Accordingly, Adabag and colleagues recently found that premature ventricular contractions, couplets and nonsustained ventricular tachycardia on 24-h ambulatory Holter electrocardiograms were more common in patients with HCM and LGE than in patients without. Within the group of LGE the risk of ventricular arrhythmias was not correlated to the extent of LGE [17]. In our present analysis, the mere presence of LGE was not related to the inducibility of ventricular tachyarrhythmias. The lack of association between presence of LGE and inducibility of ventricular tachyarrhythmias was unexpected. There was a distinct trend toward a higher prevalence of LGE in patients with inducible ventricular tachyarhythmias, but this difference did not reach statistical significance, since the study seems underpowered for this comparison. Only the extent of LGE correlated significantly with the inducibility of ventricular tachyarrhythmias. One further possible explanation for the differences between the two studies might be owing to the different composition of the cohorts. Our patients were older (mean-age of 57 ± 14 years vs. 41 ± 16 years) and showed a higher prevalence of LGE (57% vs 41%). Additionally, inducibility of ventricular tachyarrhythmias is a different denominator or clinical endpoint than PVC, or NSVT and therefore can not be directly compared.

Study limitations

We performed a retrospective observational study with a rather small sample size. Additionally, only patients who were clinically classified as high risk patients for SCD were examined by EP. Therefore this study population contains a selection of symptomatic patients which does not reflect the broad spectrum of patients with HCM.

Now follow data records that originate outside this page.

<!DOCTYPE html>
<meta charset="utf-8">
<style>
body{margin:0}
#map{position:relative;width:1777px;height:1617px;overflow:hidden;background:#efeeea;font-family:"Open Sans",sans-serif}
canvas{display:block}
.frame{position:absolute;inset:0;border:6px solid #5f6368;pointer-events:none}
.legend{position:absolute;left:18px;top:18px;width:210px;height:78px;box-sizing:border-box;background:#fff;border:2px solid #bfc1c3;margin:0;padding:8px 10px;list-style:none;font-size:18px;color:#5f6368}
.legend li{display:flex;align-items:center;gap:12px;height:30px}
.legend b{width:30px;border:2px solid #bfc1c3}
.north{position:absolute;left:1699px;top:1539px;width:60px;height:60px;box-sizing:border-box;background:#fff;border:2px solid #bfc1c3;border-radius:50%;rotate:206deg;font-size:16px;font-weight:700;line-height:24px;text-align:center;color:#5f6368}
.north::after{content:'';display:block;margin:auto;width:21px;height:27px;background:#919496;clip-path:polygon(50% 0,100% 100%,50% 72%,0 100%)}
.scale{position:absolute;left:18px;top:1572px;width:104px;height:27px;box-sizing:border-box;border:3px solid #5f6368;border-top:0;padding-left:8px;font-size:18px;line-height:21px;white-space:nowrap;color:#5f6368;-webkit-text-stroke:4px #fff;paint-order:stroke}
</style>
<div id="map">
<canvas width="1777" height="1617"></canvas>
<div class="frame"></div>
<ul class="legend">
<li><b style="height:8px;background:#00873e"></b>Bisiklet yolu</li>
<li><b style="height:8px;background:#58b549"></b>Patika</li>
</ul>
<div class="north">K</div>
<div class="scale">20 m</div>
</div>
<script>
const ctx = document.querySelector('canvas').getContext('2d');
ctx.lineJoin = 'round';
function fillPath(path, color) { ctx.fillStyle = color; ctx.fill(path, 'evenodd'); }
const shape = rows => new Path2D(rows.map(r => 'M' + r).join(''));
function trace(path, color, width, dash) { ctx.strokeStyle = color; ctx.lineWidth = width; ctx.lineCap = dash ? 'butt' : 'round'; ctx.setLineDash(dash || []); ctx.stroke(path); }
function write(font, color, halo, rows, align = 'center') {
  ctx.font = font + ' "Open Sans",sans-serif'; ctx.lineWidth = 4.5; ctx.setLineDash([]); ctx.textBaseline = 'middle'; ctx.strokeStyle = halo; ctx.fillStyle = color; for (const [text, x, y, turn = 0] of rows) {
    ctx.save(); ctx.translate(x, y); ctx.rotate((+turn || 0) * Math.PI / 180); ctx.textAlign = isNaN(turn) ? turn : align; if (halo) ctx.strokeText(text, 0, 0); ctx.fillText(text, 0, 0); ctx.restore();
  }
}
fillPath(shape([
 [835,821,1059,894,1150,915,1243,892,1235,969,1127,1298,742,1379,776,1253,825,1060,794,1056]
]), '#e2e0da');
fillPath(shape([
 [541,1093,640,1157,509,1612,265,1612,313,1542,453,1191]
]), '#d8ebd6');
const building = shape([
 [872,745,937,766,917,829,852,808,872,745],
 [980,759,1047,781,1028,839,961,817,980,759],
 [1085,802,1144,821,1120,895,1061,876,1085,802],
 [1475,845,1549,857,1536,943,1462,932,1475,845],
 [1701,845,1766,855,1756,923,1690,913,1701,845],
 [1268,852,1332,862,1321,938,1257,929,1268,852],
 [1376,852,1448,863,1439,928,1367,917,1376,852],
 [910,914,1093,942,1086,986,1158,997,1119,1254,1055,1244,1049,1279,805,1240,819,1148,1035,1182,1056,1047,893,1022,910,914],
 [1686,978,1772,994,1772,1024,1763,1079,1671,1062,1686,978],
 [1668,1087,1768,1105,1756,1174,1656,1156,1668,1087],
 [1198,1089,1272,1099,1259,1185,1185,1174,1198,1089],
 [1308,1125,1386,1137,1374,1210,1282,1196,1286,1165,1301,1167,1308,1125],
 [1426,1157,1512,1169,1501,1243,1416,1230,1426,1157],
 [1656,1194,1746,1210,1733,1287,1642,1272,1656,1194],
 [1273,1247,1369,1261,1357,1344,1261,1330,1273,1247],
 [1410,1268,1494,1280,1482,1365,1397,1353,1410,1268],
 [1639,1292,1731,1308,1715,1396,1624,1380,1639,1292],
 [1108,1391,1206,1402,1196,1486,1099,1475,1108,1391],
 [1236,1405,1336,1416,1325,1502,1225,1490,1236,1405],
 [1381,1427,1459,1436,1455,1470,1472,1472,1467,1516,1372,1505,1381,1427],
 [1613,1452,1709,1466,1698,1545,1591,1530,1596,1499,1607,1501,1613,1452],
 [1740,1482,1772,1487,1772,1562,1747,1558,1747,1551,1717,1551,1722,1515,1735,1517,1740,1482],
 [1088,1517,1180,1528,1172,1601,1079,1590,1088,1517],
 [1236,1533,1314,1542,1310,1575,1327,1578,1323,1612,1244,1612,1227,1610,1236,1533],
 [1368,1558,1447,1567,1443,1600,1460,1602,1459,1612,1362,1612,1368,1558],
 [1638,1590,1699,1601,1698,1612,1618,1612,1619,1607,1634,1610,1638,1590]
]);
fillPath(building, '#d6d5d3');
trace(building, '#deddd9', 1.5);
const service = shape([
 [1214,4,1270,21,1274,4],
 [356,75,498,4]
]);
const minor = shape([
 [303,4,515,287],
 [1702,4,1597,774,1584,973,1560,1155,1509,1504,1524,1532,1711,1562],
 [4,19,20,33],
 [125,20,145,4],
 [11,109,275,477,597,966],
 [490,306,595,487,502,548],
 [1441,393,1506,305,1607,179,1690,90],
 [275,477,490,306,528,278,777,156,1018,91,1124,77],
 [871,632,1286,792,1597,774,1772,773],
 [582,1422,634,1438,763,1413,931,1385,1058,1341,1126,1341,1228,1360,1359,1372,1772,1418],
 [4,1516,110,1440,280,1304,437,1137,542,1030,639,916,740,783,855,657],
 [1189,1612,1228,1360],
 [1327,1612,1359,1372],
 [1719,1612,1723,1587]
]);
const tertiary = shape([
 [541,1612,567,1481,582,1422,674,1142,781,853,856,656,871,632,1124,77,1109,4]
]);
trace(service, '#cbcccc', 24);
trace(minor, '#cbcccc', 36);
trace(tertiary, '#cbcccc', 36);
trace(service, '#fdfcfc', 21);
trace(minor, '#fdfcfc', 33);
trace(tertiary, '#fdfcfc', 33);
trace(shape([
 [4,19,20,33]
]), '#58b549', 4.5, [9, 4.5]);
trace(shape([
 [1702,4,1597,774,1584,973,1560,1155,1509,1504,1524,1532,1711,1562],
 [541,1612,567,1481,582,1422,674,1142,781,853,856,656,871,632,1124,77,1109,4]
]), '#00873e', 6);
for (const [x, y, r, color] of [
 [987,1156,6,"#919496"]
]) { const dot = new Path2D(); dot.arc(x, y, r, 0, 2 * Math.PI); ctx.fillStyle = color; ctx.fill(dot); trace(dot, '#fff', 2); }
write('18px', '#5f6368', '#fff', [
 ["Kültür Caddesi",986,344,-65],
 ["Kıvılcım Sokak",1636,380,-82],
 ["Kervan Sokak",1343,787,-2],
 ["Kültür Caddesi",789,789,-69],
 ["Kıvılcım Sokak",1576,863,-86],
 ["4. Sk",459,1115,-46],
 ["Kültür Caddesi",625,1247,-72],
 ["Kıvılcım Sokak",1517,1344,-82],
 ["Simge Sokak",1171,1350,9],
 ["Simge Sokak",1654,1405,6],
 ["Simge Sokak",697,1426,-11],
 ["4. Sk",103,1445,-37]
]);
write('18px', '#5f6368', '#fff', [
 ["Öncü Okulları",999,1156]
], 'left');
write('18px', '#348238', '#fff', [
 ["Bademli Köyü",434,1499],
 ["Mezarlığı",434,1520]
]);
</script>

At present there is no general consensus on the strategy how to exactly define the extent of LGE in HCM. In our study we analyzed LGE-extent by visual assessment. According to our own experience and to recent studies by Adabag et al. and Bondarenko et al. visual estimation yields comparable results to assessment with 5- or 6-SD threshold techniques whereas strategies thresholding at 2-SD may result in an overestimation of LGE-extent [17, 29].

Conclusions

HCM patients with clinical risk factors for SCD show a significantly higher prevalence and larger extent of LGE compared to low-risk patients. Moreover the likelihood of inducible ventricular tachyarrhythmias increases with the extent of LGE in HCM patients at high risk for SCD. Additionally, LGE extent was the only independent predictor of the risk group. These findings provide further evidence in support of the hypothesis that the extent of fibrosis potentiates the arrhythmogeneity in HCM and underline a potential predictive value of LGE CMR in patients with HCM as an adjuvant to current risk stratification protocols.